Dülük Antik Kenti, bugün Dülük köyünün kuzey bitişiğindeki Keber tepesi ve çevresinde yer almakta olup, ulaşım için Gaziantep – Yavuzeli istikametinde giderken Otoyol gişelerine ulaşmadan sol tarafta Beylerbeyi köyü içinden geçen yaklaşık ‘lik asfalt bir yolla ulaşılır. Köyün girişine geldiğinizde yön levhaları size yardımcı olacaktır.

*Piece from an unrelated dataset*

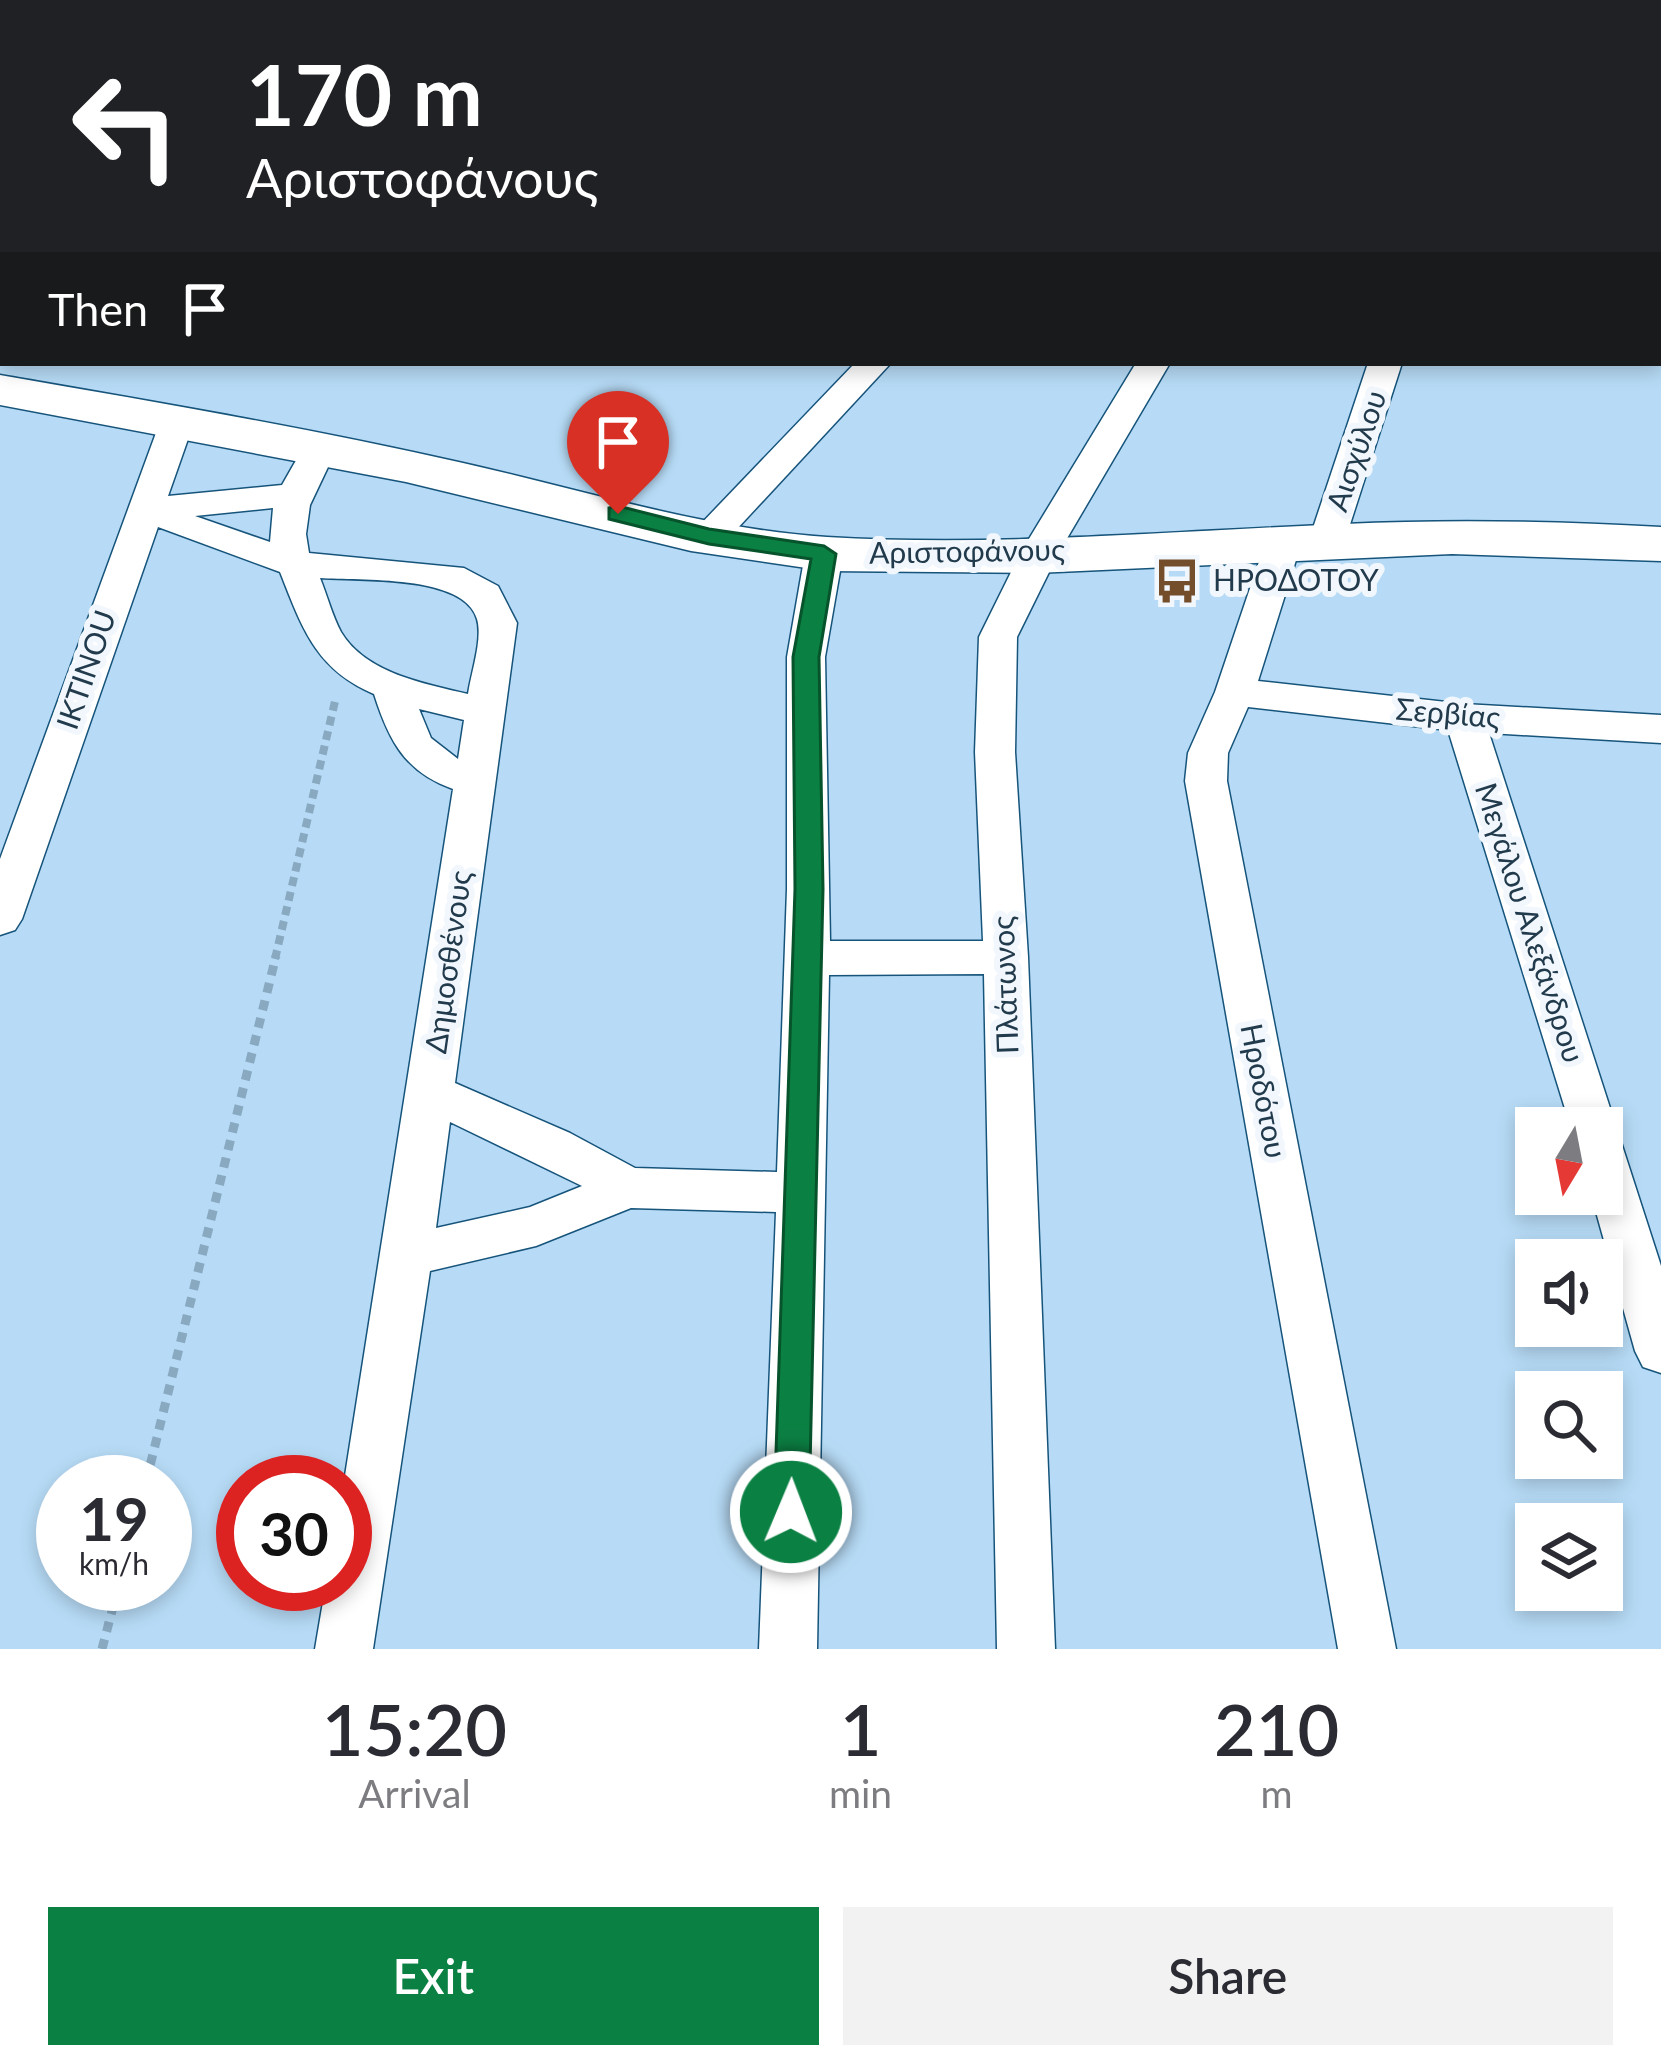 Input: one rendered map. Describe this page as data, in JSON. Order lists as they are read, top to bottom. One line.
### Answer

Çam ağaçlarıyla kaplı, 1.020 rakımlı Dülük Baba tepesinde yer alan Dülük Antik Kenti kutsal alanına ise, Gaziantep şehir merkezine yaklaşık uzaklıktaki Gaziantep – Adana yolu üzerindeki Dülük Ormanları içinden sağlanmaktadır. Ayrıca Dülük Ormanları içerisinde halkın piknik yapabileceği alanlarda mevcuttur.

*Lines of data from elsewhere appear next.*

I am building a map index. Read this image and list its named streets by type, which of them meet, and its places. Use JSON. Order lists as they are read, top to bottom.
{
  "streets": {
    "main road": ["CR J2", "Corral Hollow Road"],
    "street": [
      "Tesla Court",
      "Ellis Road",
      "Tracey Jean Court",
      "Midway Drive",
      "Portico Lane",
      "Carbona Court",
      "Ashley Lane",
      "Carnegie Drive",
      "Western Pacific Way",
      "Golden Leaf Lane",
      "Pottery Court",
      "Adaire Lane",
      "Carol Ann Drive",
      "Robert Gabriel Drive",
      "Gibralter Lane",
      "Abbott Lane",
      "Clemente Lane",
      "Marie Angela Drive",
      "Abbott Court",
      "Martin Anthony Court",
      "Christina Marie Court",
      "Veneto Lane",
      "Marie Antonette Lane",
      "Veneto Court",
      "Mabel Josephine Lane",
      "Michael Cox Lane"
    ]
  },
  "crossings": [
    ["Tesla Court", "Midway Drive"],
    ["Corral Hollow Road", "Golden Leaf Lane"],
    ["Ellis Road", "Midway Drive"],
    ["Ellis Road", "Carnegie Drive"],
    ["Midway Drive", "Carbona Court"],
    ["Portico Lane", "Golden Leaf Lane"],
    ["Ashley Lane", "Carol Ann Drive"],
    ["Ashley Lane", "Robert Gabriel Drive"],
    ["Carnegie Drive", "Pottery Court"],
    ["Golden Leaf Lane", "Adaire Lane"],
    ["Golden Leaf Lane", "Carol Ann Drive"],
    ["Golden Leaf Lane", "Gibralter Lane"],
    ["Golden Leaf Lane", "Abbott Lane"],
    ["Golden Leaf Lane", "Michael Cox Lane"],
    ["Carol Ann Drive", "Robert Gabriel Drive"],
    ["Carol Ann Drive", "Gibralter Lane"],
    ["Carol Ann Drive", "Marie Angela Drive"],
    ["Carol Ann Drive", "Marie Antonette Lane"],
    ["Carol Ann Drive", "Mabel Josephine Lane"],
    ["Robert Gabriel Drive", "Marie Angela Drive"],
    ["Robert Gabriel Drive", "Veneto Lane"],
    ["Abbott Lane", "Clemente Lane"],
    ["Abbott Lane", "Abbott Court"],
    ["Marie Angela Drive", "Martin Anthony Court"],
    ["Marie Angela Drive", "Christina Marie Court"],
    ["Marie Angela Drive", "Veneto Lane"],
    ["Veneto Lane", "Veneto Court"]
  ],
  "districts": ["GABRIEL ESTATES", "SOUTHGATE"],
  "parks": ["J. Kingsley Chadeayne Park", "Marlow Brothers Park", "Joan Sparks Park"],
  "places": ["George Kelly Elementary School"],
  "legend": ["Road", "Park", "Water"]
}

Karkamış ilçesi yakınında, Fırat’ın batı kıyısında, Türkiye-Suriye sınır hattı üzerinde, Yakındoğu Arkeolojisi’nin en önemli yerleşimlerinden biri olan Karkamış Antik Kenti yer almaktadır. Hitit İmparatorluğu’nun M.Ö. 12. yüzyılın başlarına doğru yıkılışını izleyen 300 yıl içinde kurulmuş olan Geç Hitit Krallıkları’nın en güçlüsü Karkamış Krallığı’dır. Yapılan kazılar sonucunda bulunan kabartmalar, M.Ö. I. bin yıl başlarındaki yaşam biçimine, giysilerine ve kültürüne ışık tutmaktadır. Karkamış kabartmalarının, büyük çoğunluğu bugün Ankara Anadolu Medeniyetleri Müzesi’nde sergilenmektedir. Antik Kentte mayınlardan temizleme işlemi tamamlanarak arkeolojik kazılara başlanılmış olup, ziyarete kapalıdır.